My 2020 heartbreak helped me see that I at least wanted to make an effort to supply people with something they can enjoy, to become someone who makes rather than someone who watches others make. At the same time, I know no game is going to fix this.

Charlie and my colleague are people who hold the arts up like a holy grail that’s going to supply us with all the answers we need in these dark times, but in reality I wake up just as confused every morning as to how a bunch of white men with the power to rule millions can be so egocentric, so downright cartoon villain evil. No amount of actors singing Imagine made me feel any better when my great aunt died during the pandemic. We know we need the arts, but we also know that in every apocalypse scenario, the arts always go first.

And yet, when it all becomes too much, when it becomes a depersonalising experience to see the war in Ukraine next to the Wimbledon liveblog, I put on a TV show or I read a book, and I use neither as a blueprint for the future or an instrument of radicalisation or whatever, I use them to, for an hour or two at a time, steer my brain away from death. That is just as legitimate as any other way to interact with the arts that you can’t sell a book about. When I die, I will remember the sound of the curtain pulling back at the cinema. I will remember the actresses at Takarazuka, their dresses full of rhinestones as they sing the final number. I will remember feeling gloriously alive at a festival in 2007, mud up to my navel. And that will be good enough.

I often hear that Western civilisations don’t have any relationship with grief, but knowing you should probably grief doesn’t help if there isn’t any system in place that lets you effectively do so if you haven’t learned how. I feel like I’m on a grief waitlist, and in the meantime all I have are video games and Charlie Jane. I have Beyonce, a woman who famously sang “she grinds from Monday to Friday, works from Friday to Sunday” suddenly being hailed as the patron saint of the Great Resignation.
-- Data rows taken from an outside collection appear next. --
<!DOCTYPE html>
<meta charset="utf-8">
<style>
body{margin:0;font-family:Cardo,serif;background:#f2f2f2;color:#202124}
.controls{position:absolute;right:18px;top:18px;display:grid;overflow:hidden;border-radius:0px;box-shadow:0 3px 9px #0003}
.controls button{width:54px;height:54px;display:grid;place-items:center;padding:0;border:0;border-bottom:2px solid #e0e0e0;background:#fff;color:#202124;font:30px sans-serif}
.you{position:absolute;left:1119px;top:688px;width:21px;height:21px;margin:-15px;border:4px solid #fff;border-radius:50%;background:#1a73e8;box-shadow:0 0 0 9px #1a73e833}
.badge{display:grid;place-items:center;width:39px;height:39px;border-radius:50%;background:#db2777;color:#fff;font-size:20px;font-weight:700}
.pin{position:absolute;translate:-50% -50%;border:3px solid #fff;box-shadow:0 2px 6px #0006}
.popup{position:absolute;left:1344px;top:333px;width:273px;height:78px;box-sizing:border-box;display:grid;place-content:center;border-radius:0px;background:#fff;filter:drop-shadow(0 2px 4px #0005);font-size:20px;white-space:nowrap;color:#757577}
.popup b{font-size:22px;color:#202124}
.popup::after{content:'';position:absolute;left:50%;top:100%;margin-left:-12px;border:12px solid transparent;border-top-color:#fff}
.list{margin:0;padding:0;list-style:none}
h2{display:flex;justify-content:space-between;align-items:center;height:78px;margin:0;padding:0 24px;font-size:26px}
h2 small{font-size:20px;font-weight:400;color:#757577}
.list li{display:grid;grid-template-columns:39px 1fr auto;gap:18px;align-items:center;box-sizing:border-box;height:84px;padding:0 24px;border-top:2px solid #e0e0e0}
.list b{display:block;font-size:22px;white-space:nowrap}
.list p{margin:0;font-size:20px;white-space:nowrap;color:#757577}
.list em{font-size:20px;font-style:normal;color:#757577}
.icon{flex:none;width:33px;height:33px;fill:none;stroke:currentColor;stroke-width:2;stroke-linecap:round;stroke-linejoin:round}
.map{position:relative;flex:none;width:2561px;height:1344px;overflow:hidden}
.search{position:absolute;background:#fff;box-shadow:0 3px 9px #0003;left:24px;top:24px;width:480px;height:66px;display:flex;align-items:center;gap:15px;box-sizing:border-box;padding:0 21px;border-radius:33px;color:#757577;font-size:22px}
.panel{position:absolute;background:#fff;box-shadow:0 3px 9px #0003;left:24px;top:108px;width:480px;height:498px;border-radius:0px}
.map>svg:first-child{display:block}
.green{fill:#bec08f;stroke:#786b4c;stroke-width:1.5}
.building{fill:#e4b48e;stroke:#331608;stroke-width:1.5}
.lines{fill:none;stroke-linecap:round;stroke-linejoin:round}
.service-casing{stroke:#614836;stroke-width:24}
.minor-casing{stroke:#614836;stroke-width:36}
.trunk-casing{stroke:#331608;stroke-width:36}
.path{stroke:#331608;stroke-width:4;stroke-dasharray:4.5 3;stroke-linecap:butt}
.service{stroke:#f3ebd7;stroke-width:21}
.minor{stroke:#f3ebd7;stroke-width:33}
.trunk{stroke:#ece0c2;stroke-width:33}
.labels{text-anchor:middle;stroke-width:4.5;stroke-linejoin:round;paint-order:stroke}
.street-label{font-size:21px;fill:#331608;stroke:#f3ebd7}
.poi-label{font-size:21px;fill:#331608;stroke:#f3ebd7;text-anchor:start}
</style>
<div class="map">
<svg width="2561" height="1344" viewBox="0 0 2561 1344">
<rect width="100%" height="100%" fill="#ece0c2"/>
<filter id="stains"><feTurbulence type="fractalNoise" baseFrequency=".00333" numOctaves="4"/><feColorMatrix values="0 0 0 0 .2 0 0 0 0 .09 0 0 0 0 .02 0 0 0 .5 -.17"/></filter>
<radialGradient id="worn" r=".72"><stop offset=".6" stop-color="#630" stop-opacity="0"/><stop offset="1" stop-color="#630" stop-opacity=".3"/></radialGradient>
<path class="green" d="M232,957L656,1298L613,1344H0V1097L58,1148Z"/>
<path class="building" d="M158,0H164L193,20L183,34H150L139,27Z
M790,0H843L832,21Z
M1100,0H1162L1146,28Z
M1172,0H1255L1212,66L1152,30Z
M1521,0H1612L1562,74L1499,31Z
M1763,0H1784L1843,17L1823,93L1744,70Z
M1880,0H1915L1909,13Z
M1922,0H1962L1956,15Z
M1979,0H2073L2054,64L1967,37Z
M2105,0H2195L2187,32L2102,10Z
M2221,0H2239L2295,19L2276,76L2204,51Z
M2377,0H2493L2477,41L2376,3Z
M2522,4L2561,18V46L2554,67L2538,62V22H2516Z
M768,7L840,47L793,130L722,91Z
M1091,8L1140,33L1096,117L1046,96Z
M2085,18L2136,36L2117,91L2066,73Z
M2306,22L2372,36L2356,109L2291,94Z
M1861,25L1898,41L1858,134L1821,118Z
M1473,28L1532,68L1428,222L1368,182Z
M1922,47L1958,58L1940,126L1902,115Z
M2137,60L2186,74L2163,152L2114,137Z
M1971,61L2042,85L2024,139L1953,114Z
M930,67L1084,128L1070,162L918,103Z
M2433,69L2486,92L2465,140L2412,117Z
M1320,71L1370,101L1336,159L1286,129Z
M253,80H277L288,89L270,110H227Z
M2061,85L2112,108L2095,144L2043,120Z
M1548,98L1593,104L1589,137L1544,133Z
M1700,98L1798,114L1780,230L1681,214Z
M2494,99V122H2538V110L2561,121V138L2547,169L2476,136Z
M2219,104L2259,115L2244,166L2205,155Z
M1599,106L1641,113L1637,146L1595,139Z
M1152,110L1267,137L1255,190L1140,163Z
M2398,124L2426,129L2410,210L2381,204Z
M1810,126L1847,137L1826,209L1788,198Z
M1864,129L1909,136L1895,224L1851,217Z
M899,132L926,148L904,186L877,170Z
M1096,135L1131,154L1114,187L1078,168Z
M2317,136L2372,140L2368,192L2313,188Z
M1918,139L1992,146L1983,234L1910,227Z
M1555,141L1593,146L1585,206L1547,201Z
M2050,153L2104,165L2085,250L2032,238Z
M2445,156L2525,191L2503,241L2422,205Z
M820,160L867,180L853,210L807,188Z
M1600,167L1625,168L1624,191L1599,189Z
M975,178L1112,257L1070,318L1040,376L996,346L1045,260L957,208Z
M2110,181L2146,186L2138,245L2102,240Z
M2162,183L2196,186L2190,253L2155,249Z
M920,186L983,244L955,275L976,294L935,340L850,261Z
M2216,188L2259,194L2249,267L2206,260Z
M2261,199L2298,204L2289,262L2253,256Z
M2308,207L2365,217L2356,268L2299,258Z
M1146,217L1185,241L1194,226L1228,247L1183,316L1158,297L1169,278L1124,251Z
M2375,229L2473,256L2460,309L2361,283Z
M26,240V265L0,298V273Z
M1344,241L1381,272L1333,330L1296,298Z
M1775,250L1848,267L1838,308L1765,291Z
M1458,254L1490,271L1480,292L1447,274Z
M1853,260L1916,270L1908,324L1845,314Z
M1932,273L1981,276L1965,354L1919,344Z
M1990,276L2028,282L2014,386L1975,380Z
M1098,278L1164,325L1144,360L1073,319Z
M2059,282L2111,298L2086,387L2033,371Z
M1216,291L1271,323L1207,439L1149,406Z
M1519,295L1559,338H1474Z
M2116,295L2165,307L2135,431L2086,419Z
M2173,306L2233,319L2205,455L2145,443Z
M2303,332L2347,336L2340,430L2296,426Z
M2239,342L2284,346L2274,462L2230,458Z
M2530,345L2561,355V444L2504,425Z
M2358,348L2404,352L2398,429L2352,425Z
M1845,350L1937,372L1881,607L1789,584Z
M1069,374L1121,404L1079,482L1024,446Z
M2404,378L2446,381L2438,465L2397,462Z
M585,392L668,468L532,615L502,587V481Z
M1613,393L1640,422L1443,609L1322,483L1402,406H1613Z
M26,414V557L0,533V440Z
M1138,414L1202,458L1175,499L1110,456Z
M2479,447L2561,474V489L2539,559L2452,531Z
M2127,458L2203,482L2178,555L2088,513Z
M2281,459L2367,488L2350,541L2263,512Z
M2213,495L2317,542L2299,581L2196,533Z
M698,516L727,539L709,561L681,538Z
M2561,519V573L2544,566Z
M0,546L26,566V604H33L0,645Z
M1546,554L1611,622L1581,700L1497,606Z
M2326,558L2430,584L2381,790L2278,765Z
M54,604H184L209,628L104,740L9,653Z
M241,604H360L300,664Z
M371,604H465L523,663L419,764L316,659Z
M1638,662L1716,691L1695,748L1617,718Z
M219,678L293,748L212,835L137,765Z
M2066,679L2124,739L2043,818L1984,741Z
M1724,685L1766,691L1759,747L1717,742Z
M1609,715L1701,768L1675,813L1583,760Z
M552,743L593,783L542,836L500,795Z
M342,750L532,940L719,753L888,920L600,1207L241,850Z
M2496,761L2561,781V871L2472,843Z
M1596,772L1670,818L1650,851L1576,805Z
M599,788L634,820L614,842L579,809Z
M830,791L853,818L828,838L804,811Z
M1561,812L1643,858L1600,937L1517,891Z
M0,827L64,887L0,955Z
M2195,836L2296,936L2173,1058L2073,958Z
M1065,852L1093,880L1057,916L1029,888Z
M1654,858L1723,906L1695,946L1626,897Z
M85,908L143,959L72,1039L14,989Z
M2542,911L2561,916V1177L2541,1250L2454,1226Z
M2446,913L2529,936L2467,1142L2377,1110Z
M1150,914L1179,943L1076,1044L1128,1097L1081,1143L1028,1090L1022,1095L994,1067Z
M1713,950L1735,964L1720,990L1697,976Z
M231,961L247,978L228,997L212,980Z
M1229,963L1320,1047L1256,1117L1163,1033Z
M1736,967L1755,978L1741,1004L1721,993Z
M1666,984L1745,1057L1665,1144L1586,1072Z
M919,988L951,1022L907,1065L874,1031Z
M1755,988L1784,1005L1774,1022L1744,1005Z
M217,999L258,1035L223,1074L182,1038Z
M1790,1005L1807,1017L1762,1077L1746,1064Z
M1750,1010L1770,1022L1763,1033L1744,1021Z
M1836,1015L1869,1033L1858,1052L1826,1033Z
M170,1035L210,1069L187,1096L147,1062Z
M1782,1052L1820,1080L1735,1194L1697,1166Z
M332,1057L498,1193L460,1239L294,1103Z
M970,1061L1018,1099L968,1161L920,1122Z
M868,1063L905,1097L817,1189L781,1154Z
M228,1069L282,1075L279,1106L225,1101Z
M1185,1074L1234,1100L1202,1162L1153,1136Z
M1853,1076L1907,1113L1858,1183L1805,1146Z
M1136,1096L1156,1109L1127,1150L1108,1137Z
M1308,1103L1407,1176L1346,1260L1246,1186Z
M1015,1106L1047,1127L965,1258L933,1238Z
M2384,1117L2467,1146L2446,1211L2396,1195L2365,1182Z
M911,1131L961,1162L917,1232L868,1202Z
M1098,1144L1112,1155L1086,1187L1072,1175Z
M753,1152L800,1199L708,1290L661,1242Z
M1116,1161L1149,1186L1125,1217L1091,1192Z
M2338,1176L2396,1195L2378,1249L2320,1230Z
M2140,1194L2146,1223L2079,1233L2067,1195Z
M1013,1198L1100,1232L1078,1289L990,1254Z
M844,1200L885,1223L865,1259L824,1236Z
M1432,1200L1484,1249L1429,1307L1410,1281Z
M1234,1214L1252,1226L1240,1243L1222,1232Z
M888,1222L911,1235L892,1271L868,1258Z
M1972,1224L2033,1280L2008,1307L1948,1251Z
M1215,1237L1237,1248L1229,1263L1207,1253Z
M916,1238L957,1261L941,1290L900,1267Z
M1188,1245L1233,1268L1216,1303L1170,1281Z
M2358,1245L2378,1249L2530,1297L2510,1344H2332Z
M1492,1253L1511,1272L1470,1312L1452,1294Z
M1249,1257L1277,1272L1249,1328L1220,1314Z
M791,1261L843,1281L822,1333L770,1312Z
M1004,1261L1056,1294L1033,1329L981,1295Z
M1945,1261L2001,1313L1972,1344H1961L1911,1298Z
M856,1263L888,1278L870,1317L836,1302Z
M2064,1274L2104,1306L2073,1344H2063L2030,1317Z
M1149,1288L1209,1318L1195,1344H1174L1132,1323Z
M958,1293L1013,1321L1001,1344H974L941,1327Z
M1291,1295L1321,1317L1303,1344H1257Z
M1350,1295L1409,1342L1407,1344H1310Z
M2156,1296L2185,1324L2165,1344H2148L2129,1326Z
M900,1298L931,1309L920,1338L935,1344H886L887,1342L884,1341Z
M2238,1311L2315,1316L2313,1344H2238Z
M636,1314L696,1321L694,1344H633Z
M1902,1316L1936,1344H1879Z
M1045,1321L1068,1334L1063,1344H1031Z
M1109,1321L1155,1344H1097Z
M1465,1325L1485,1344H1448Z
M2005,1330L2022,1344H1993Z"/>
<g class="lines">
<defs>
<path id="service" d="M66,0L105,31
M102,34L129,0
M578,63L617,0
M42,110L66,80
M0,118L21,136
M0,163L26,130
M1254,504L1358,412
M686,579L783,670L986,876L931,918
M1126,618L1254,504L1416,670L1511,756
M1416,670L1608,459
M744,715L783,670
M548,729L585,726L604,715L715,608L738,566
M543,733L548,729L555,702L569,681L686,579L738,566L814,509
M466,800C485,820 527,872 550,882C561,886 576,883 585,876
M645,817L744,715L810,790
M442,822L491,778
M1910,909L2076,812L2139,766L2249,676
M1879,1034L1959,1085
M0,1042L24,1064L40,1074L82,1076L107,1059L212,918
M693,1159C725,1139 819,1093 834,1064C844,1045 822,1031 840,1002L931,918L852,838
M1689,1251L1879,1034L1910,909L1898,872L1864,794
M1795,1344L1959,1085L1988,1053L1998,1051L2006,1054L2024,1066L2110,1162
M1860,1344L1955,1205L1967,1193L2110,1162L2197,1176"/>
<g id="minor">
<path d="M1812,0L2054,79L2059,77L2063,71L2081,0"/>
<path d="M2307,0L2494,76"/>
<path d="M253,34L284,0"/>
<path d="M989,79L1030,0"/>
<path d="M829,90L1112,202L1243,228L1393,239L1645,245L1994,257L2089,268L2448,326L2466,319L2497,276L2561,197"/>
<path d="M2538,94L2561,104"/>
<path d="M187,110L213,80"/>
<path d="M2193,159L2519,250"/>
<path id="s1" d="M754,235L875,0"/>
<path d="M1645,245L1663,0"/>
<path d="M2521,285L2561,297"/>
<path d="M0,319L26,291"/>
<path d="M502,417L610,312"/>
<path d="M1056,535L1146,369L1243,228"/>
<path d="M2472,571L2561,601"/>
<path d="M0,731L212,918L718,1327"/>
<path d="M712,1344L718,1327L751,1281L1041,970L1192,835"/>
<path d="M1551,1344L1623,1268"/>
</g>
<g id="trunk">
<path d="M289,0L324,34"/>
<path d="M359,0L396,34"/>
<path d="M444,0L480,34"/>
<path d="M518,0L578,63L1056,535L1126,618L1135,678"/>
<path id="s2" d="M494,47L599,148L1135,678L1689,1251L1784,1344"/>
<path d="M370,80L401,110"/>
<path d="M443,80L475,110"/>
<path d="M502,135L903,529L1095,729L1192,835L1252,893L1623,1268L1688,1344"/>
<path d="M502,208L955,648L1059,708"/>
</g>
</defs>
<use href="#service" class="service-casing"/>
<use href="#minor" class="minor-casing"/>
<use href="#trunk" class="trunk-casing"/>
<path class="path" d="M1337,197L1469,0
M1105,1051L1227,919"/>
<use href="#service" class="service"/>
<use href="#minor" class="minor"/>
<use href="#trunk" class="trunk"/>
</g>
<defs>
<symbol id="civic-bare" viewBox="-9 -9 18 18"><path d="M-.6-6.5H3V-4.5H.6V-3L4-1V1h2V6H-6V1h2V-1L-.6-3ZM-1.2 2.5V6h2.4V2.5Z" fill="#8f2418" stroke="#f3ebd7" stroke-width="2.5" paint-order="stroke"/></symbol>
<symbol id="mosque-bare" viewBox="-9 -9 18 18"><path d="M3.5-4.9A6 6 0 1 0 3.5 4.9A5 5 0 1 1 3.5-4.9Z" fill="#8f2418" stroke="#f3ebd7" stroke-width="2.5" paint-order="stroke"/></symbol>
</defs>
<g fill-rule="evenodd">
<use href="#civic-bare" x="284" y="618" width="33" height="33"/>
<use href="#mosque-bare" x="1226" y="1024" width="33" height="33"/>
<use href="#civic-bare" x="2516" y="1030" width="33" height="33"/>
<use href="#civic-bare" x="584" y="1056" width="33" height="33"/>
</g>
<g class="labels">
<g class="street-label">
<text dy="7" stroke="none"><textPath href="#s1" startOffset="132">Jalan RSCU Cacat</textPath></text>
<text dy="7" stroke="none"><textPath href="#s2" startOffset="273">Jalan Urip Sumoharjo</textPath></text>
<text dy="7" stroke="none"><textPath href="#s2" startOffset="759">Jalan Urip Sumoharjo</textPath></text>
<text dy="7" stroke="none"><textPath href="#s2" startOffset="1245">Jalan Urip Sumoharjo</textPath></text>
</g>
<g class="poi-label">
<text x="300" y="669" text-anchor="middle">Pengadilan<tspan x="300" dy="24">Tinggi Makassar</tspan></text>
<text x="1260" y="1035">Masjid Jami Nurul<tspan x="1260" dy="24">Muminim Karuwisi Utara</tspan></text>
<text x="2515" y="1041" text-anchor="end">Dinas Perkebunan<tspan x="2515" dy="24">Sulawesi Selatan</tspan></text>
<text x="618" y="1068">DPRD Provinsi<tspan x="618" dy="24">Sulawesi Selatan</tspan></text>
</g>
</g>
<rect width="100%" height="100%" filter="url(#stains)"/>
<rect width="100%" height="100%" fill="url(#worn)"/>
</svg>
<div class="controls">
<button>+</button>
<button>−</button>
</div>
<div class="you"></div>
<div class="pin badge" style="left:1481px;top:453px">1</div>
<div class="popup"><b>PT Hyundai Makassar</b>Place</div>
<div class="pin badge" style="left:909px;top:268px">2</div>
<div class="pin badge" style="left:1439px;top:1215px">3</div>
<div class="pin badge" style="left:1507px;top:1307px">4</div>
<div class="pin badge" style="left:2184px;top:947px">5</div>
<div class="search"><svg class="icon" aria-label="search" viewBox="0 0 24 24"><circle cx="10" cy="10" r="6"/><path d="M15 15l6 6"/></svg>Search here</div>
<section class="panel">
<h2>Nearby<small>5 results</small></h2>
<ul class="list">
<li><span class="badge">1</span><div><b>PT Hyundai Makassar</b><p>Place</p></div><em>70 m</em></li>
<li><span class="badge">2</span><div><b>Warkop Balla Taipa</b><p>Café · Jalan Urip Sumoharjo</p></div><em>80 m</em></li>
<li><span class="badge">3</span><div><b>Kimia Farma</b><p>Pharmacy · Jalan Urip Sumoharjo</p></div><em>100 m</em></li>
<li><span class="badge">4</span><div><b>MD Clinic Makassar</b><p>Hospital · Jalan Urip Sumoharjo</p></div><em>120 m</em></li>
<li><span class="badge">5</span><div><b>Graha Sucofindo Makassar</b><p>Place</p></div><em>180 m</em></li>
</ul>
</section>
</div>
But I want to be doggedly grateful for coming out on the right side of the birth lottery, growing up in one of the richest countries in the world, a country where everything that goes well feels like luck even though it shouldn’t. Somewhere where I have the means to participate in culture, whether it’s going to save the world or not. And then I realise it’s perhaps not so much gratefulness driving me, it’s tremendous guilt. Because in a world where I am sad beyond help, where I’m a former humanities student, classed by the government as non-skilled worker due to the amount of money my degree makes me. And I want to give back. Even in this tremendously privileged industry, I want to do the best I can to do someone the very small service of a few fun hours.

Not everything has to be life-changing or even useful. Sometimes all you need is just a charm, reappearing by the bins. But in order to do that, I need to be allowed to be sad and to grieve and to take my time, because I can’t sell my grief. I can’t package it into a pleasant book or a game. I am, as my therapist said, too sad.